Neither the Campaign Finance Act nor Board rules recognize a distinction between expenditures that are "political impact in nature" as opposed to "fundraising" expenditures. Indeed, the legislative history of the Campaign Finance Act shows that distinguishing "fundraising" from other expenditures has been rejected as overly complicated and unnecessary for achieving the purposes of expenditure limits. See Local Law No. 69 of 1990 § 5, repealing former Administrative Code § 3-706(5) (b) (separate spending allowance for fundraising costs, following a recommendation made by the Board in its 1990 report to the mayor and City Council: Dollars and Disclosure: Campaign Finance Reform in New York City (September 1990) at 88-89, 139). Instead, the Act protects against the kind of "frontloading" of general election expenditures during the primary election period that appears to be the core concern of the instant request by specifying that expenditures are "made" when their value is received. Administrative Code § 3-706(1); Rule 1-08(b), noted above; see also Advisory Opinion Nos. 1988-2 (December 22, 1988), 1989-2 (January 3, 1989), 1989-3 (January 25, 1989), and 1992-1 (January 21, 1992). Thus if, during the period in which a primary election is reasonably anticipated, a candidate purchases literature which will be distributed, or television time for commercials that will be broadcast, after the primary election period, these purchases will be subject to the general election limit. Thus, no special allowance for spending after the primary election period is needed to curb this potential abuse.

The Board has previously found that fundraising expenditures made before a primary election are not subject to the general election limit even if the funds raised are set aside for use in the general election. Advisory Opinion No. 1989-22 (June 8, 1989) 1. Fundraising expenditures made during the period in which a participating candidate demonstrates he or she reasonably anticipated a primary election for the office sought will be likewise subject to the primary election expenditure limit, regardless whether the funds raised thereby are set aside for use in, or matched for, the general election.

Finally, it should be clear that the Act was not intended to equalize the amounts opposing candidates in fact spend in an election.
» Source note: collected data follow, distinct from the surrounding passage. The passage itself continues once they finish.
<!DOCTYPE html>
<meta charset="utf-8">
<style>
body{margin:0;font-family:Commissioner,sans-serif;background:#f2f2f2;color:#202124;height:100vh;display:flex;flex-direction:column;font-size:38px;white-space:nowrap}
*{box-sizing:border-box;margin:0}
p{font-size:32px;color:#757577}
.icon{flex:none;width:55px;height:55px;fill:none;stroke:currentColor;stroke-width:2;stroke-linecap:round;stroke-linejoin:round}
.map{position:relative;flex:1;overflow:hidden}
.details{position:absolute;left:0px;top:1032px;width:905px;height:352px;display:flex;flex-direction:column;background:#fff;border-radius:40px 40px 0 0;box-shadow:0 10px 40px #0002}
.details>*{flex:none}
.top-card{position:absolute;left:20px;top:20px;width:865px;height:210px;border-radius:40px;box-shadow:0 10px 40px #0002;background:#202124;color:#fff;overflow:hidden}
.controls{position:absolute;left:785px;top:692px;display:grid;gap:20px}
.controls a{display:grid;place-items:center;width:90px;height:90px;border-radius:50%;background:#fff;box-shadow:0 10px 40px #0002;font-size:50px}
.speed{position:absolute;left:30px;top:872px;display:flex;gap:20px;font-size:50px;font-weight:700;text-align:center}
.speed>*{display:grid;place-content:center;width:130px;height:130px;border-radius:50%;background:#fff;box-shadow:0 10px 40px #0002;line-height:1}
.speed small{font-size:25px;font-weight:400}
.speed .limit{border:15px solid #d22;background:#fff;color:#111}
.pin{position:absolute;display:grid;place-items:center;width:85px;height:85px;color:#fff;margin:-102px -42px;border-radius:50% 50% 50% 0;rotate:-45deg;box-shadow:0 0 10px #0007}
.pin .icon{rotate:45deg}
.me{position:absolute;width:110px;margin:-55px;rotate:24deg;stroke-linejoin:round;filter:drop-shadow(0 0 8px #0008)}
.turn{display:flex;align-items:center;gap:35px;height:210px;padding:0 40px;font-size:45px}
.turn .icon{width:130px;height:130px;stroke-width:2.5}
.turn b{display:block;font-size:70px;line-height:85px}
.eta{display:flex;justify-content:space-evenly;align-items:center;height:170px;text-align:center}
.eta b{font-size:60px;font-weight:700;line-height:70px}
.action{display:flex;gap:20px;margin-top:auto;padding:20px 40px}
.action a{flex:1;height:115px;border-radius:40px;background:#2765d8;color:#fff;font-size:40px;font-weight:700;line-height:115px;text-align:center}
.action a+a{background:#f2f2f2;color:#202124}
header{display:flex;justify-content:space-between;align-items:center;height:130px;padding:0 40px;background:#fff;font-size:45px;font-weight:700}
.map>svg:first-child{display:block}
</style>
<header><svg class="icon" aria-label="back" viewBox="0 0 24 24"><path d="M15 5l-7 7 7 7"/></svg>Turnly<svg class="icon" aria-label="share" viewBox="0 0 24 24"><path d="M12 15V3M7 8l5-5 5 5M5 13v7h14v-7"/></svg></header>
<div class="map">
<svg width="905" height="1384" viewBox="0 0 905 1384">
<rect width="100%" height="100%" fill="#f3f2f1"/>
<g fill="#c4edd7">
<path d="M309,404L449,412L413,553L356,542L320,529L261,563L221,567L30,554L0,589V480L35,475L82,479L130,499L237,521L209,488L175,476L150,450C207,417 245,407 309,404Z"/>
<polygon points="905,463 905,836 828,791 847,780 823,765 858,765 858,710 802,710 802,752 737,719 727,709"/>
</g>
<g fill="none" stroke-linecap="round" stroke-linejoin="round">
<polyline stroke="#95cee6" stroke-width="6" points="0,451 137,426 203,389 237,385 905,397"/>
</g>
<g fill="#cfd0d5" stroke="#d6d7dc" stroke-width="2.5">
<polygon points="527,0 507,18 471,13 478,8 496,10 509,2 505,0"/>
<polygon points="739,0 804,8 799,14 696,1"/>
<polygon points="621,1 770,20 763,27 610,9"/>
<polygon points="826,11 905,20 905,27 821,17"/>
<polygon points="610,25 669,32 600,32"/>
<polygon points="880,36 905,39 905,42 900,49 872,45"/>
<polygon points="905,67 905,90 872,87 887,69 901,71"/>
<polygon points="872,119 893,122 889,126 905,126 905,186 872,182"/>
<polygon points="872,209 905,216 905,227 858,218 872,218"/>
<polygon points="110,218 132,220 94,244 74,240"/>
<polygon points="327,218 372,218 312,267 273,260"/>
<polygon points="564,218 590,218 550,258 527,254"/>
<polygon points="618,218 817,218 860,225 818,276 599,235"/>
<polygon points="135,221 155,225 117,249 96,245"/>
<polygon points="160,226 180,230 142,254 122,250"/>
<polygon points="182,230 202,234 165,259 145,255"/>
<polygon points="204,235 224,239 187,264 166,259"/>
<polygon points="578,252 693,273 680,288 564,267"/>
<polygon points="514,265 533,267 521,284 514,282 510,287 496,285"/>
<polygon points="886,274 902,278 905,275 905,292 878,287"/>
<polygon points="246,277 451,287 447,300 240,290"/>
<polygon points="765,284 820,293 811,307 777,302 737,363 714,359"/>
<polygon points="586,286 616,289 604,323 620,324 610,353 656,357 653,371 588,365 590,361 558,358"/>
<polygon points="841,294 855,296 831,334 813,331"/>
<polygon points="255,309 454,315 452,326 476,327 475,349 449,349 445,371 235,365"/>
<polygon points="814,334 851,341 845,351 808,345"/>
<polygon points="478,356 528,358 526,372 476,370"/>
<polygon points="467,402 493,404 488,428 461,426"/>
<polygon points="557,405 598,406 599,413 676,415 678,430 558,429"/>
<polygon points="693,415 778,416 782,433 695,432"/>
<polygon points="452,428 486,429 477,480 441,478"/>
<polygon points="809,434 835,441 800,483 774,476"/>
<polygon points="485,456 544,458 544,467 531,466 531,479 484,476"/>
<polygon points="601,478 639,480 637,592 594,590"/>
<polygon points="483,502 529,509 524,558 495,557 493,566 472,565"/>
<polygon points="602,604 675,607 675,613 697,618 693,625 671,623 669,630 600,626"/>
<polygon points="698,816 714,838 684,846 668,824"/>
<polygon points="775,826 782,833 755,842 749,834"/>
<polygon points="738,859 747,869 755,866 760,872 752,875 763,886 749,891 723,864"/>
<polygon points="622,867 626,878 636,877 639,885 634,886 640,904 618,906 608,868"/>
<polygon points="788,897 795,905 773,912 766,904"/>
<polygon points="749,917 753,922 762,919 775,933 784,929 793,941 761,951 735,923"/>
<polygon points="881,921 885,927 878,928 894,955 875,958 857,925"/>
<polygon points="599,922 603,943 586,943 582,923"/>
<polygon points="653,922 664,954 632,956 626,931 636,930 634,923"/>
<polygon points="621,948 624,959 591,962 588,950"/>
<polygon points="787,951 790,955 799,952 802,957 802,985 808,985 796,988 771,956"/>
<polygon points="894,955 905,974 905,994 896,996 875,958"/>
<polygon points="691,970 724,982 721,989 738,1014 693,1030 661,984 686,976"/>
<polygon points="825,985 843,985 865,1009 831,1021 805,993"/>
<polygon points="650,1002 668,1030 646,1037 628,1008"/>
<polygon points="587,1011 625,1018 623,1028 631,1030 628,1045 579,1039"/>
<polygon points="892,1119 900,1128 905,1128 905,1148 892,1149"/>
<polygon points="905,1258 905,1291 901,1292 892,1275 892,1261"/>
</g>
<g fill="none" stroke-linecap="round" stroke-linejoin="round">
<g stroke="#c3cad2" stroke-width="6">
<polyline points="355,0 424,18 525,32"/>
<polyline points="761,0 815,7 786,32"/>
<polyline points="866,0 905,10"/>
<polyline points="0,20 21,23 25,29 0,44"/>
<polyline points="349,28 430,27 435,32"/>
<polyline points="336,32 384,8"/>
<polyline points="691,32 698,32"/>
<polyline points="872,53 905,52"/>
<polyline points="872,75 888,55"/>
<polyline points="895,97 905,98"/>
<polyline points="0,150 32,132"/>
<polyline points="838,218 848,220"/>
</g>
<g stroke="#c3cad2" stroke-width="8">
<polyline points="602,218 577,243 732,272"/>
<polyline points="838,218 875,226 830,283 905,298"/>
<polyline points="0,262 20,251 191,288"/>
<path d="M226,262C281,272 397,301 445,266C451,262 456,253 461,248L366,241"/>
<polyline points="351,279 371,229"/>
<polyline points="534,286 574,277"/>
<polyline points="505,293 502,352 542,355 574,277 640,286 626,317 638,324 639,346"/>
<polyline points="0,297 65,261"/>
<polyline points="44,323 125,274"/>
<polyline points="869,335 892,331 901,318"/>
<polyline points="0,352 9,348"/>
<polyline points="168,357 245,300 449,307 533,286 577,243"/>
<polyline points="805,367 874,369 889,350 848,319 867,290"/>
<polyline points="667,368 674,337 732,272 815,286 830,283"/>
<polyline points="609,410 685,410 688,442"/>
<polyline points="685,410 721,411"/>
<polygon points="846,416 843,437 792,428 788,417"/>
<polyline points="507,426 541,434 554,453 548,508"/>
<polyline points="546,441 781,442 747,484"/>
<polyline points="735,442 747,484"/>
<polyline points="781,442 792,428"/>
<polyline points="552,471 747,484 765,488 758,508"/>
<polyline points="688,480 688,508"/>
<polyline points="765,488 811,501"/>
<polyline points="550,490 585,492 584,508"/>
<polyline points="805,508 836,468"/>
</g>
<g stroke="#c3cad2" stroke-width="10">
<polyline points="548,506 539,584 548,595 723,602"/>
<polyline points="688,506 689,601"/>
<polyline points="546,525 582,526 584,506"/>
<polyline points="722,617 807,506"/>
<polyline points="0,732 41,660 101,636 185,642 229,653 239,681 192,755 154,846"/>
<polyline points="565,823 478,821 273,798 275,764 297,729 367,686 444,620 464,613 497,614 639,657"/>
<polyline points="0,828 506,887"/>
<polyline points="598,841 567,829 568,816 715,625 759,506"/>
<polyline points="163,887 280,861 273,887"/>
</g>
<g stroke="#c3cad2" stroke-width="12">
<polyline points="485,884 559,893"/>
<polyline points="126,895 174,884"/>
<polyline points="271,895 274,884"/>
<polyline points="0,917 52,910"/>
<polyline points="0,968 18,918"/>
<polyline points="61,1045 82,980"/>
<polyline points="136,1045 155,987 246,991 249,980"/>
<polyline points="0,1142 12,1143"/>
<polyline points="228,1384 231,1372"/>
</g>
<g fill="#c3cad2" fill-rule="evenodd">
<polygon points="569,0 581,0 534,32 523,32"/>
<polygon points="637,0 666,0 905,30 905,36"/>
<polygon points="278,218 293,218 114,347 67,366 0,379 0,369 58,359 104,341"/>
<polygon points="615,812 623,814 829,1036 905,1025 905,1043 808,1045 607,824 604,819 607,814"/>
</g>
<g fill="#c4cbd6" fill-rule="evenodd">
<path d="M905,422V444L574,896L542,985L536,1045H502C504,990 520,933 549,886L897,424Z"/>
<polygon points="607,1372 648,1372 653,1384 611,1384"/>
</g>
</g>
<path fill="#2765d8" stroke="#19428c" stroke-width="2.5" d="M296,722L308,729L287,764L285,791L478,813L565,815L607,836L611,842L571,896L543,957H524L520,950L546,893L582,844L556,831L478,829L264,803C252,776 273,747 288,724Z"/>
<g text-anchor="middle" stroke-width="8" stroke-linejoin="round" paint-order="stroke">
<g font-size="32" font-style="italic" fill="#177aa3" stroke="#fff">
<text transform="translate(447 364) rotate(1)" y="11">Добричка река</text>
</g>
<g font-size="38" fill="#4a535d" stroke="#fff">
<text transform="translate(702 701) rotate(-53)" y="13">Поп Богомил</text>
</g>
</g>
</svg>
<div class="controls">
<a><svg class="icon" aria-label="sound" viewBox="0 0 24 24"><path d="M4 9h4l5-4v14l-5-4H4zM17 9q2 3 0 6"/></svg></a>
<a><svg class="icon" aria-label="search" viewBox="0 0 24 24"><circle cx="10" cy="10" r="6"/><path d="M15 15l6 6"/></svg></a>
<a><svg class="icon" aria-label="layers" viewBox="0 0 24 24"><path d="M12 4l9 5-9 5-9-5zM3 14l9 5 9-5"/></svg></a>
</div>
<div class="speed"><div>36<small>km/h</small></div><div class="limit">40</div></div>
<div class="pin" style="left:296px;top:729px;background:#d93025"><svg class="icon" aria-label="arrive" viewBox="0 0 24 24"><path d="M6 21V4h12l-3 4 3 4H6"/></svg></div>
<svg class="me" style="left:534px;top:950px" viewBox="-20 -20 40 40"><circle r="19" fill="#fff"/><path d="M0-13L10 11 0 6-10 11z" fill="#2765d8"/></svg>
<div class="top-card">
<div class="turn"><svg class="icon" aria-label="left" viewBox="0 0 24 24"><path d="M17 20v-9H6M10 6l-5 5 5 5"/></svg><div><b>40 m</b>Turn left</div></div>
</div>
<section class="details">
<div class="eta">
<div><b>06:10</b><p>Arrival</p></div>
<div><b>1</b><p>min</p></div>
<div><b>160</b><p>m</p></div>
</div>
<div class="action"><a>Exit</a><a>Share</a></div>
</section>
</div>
The expenditure limits are mandatory ceilings that participating candidates must adhere to. In abiding by these limits candidates may make any number of strategic decisions, including decisions on the timing of expenditures and how much to spend within the limits.

As a matter of logic and fairness, Advisory Opinion No. 1993-3, issued today and noted above, concludes that all candidates who anticipate a primary election in any party for the office they seek have the same flexibility to make expenditures under a primary election limit during the time period in which they demonstrate that anticipation was reasonable. Whether those candidates in fact choose to make any expenditures, equal expenditures, or greater or fewer expenditures during this time period is simply a matter of strategic choice.

The primary election expenditure limit exists in order to allow candidates who reasonably anticipate a primary to make appropriate expenditures. Once this anticipation is no longer reasonable, the purpose of making expenditures is no longer for an anticipated primary and instead can only be for the purpose of promoting or facilitating the election of the candidate in the general election. This is precisely the reason that the general election spending limit must apply once a primary is no longer reasonably anticipated. To interpret the Act otherwise would vitiate the purposes of the separate primary and general election spending limits.

NEW YORK CITY CAMPAIGN FINANCE BOARD

1 The 1990 amendments to the Campaign Finance Act, eliminating distinctions between primary and general election contributions for purposes of both the contribution limit and qualification for matching funds, lend additional support to the conclusion that it is irrelevant that the funds raised are set aside for general election use. See Local Law No. 69 of 1990 §§2, 3 amending, inter alia, Administrative Code §§ 3-702(3); 3-703(1) (f).